Откуда доносился этот шепот, было не понять; что его породило – оставалось необъяснимым; кто перешептывался с кем и перешептывался ли – природа оберегала от посторонних… Но с дотошностью ученого, с упрямством муравья, с сердцебиением приговоренного доктор все же собирал каждый листок, отлетевший от шелестящего древа жизни, каждый листок, уже былой, неповторимый, прошлый, и складывал их один к одному просто так, бесцельно, не зная, куда он впоследствии приспособит эту пеструю, засохшую, неживую коллекцию: капитан Берг, плачущий по убитому Тетенборну; Тетенборн, стоящий на коленях перед Аделью; Адель, выводящая этого Мятлева на первую прогулку; этот Мятлев, пытающийся сквозь свои очки ослепить взглядом милосердную сестру Игнатьеву; и, наконец, Игнатьева, посылающая таинственные сигналы этому солдатику из несчастных; и, наконец, снова капитан Берг, спасающий милосердную сестру от посягательств пьяного насильника!

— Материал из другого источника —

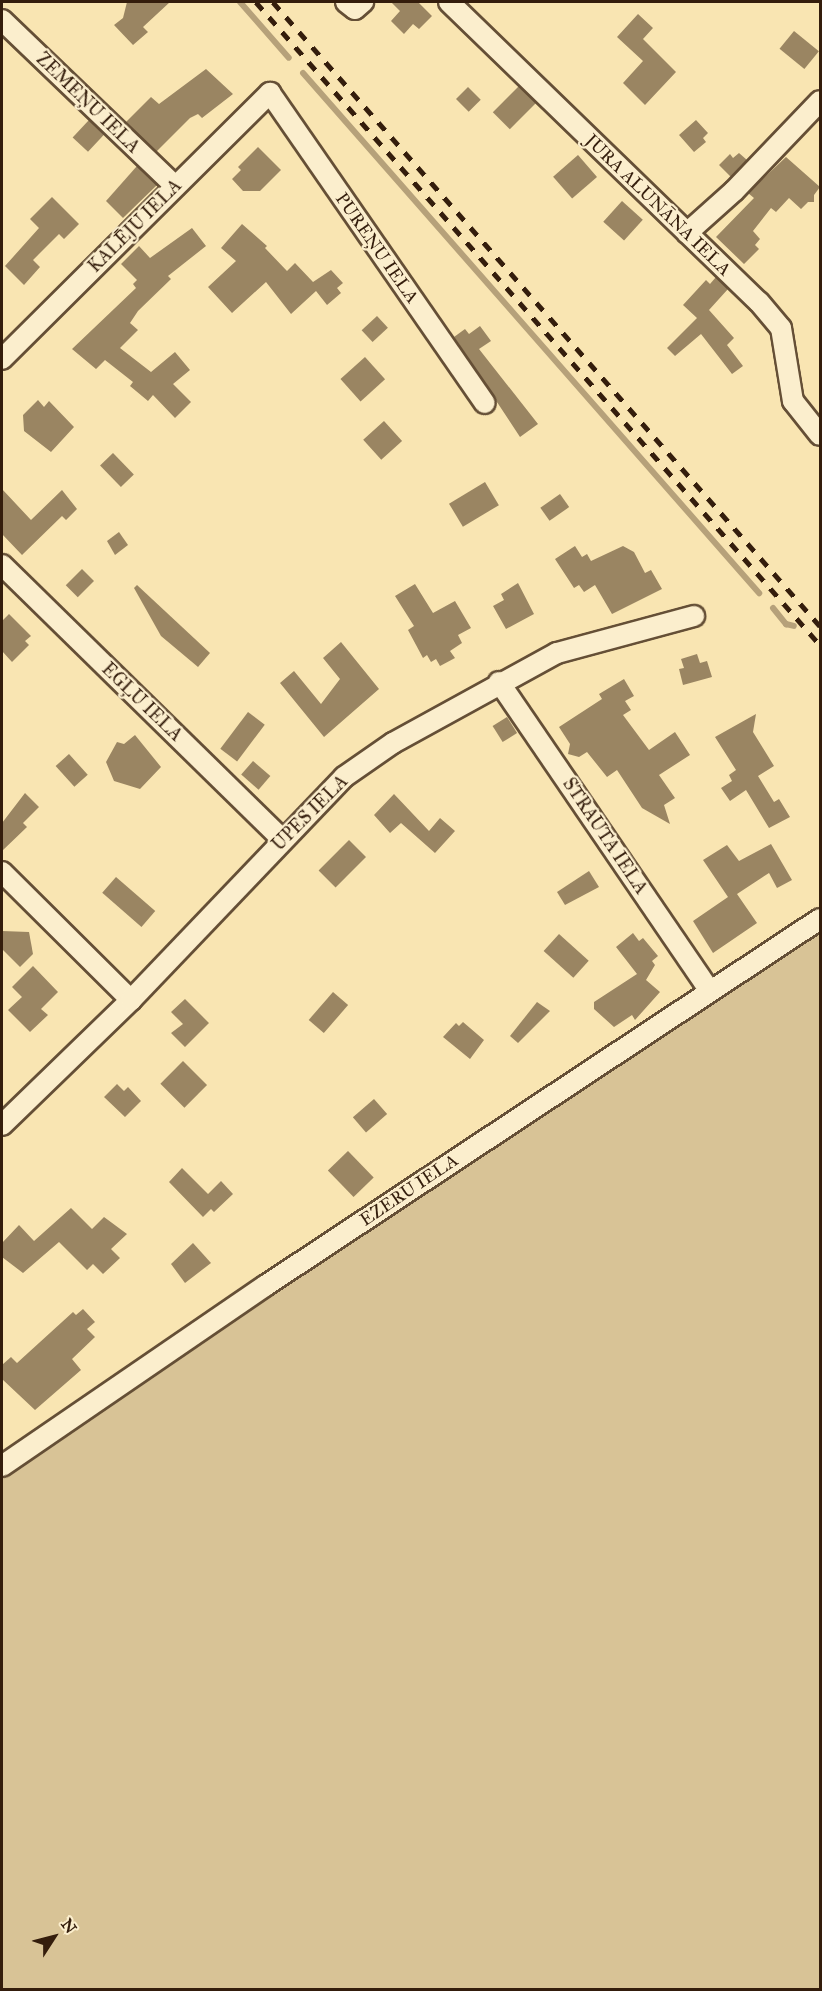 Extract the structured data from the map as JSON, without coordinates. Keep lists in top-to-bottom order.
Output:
{
  "streets": {
    "street": [
      "ZEMEŅU IELA",
      "JURA ALUNĀNA IELA",
      "KALĒJU IELA",
      "PUREŅU IELA",
      "EGĻU IELA",
      "UPES IELA",
      "STRAUTA IELA",
      "EZERU IELA"
    ]
  },
  "crossings": [
    ["ZEMEŅU IELA", "KALĒJU IELA"],
    ["KALĒJU IELA", "PUREŅU IELA"],
    ["EGĻU IELA", "UPES IELA"],
    ["UPES IELA", "STRAUTA IELA"],
    ["STRAUTA IELA", "EZERU IELA"]
  ],
  "north": "top right"
}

Шел дождь пополам со снегом, и уныние в природе было невыносимым. И комендант крепости говорил ему усталым шепотом такое, что доктора сотрясала дрожь… Да может ли это быть?.. Эту Игнатьеву разыскивают как преступницу! Так ведь капитан Берг сам лично… А патриотические чувства?.. Уже прибыли из Петербурга ее арестовать?! А скорая свадьба?.. Что же это такое?!. И перед глазами доктора проносилась его глупая жизнь, проспиртованная, постылая, в которой все было плачевно и шатко, и даже это унизительное чаепитие с милосердной сестрой Игнатьевой, когда она направляла на него своей худенькой ручкой тяжелый пистолет… И эти тихие, шелестящие голоса, предупреждающие его, предостерегающие, и, наконец, подсмотренное им там, в палате, однажды, что может только присниться, чего не может, не должно было быть в этой дикой, грязной передовой крепости… «Уехать! – подумал он, бредя от коменданта к госпиталю. – К чертовой матери! Пусть оно все как оно само хочет, само, само… без моего участия!..»

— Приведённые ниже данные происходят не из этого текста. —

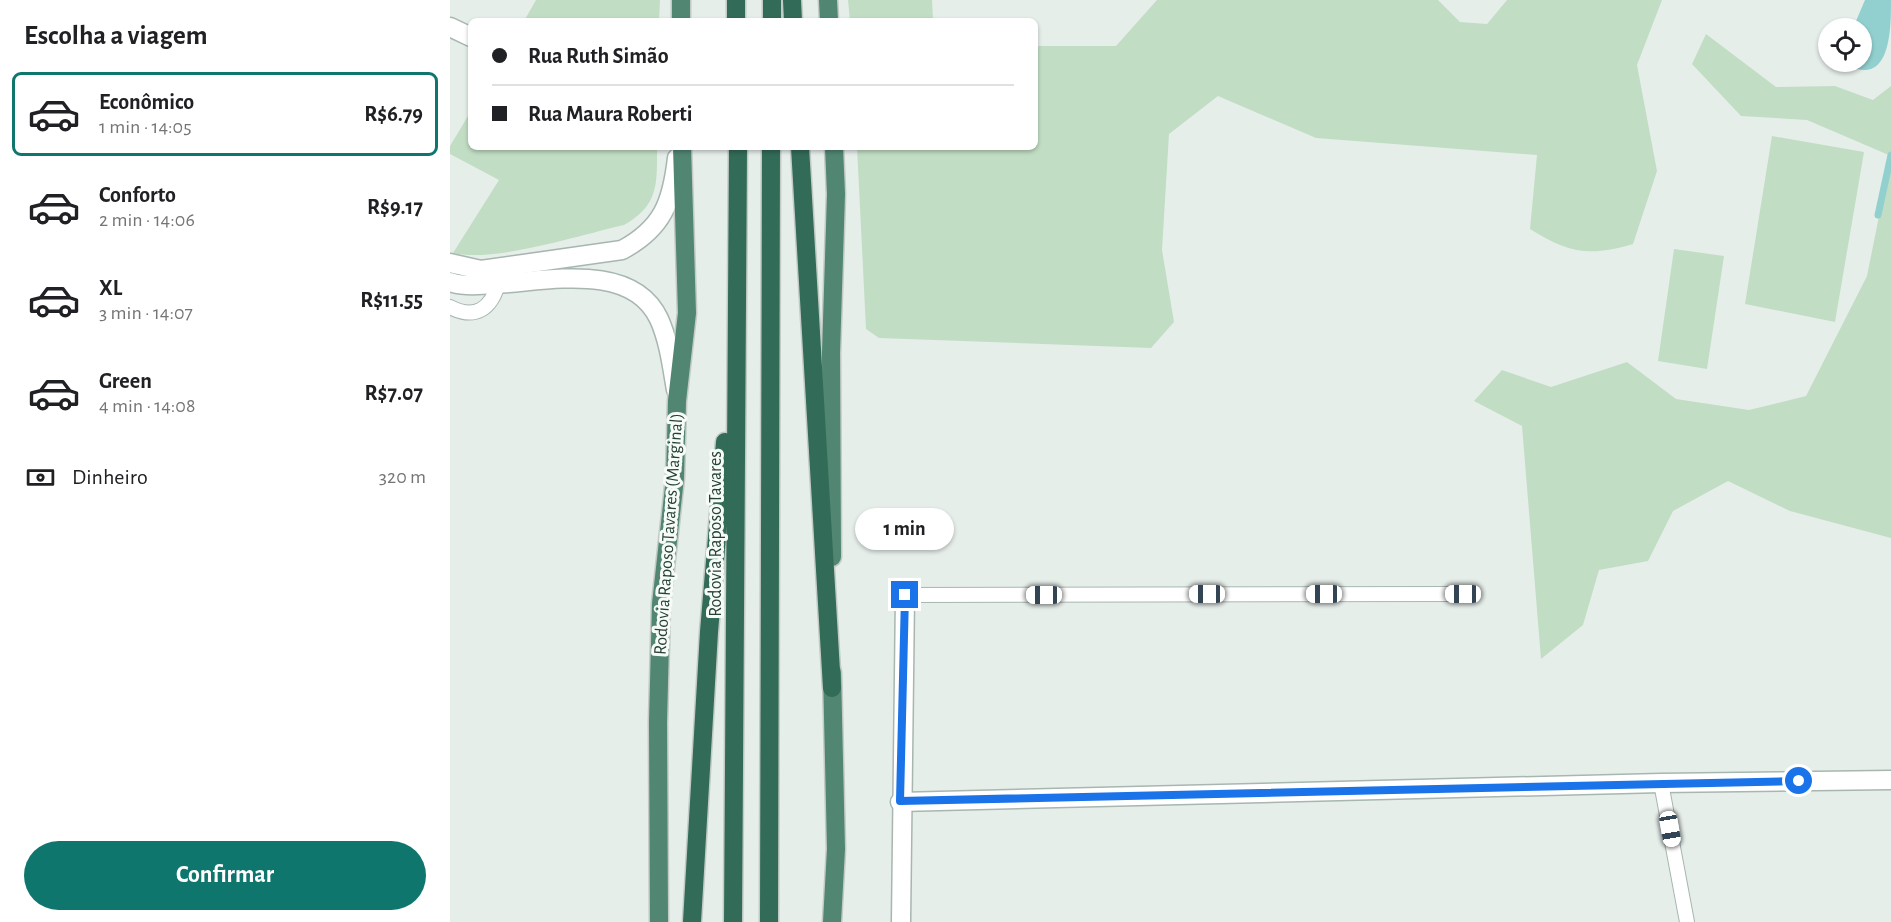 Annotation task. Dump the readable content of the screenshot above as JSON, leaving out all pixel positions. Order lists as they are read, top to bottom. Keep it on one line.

И вот тут-то и подошла к нему милосердная сестра Игнатьева и спросила, сверля его холодными (для него холодными!) глазами, когда, мол, можно вставать этому несчастному… И он ответил, едва сдерживаясь, чтоб не закричать, что, мол, когда нужно будет, тогда и встанет, или что-то в этом роде. Она покорно кивнула и хотела было отойти, но он ее остановил.
– Послушайте, – прошипел он, задыхаясь, подойдя к ней вплотную, – мне нужно… я должен вам сказать… впрочем, это можно у меня дома… по пути… Скорее!..
– Хорошо, – покорно согласилась она и усмехнулась при этом.
– Да вы не думайте ничего такого… – рассердился он, – скорее, идемте! Еще усмехается! – И с ужасом подумал: «Бедная, бедная…»
Она успела захватить с собой свою холщовую сумочку, и они отправились. «Вот дура! – подумал доктор. – Разве эта штучка может спасти? Вот дура!..» Он посмотрел на нее: она была бледна, но шла легко, не отставая.
– Ну, говорите! – крикнула она.
– Скорее, скорее, – хрипел он, – потом, там… я ведь не на чай вас зову… Потом, потом, деточка…
Грязные тяжелые брызги разлетались из-под их ног. Редкие прохожие оглядывались с удивлением и страхом на эту несовместимую пару, несущуюся с вытаращенными глазами неизвестно куда, несмотря на дождь со снегом, войну с горцами, войну с турками, несмотря на угрозы французов и англичан, несмотря на военные неуспехи; несущуюся неизвестно куда со своими маленькими негосударственными невзгодами…
У самого докторского дома стояла бричка. Из нее выскочил незнакомый адъютант и загородил им дорогу.
– А я за вами, – сказал незнакомец тихо, – я было в госпиталь заехал, да мне сказали, что вы с господином доктором отправились… и дорогу указали…
– Нет, нет, – выкрикнул доктор, – ступайте, там и ждите… у нас дело… Что за мода?
Адъютант рассмеялся.
– Госпожа Ладимировская, – сказал он, – у меня дело к вам, – и повернулся к доктору спиной.
– Господи, – сказала она, – как вы все одинаковы! – и то ли засмеялась, то ли всхлипнула.
– Прошу вас, – сказал адъютант, не обращая внимания на доктора, – пожалуйте в экипаж.
– Мне надо, – сказала она, прижимая кулачок к губам, – кое-что… там, в госпитале, кое-что должна…
– Все в свое время, – сказал адъютант, – сначала надо заехать в канцелярию, а уж потом…
Она растерянно кивнула доктору и покорно полезла в бричку, и было слышно, как похрустывают крахмальные манжеты.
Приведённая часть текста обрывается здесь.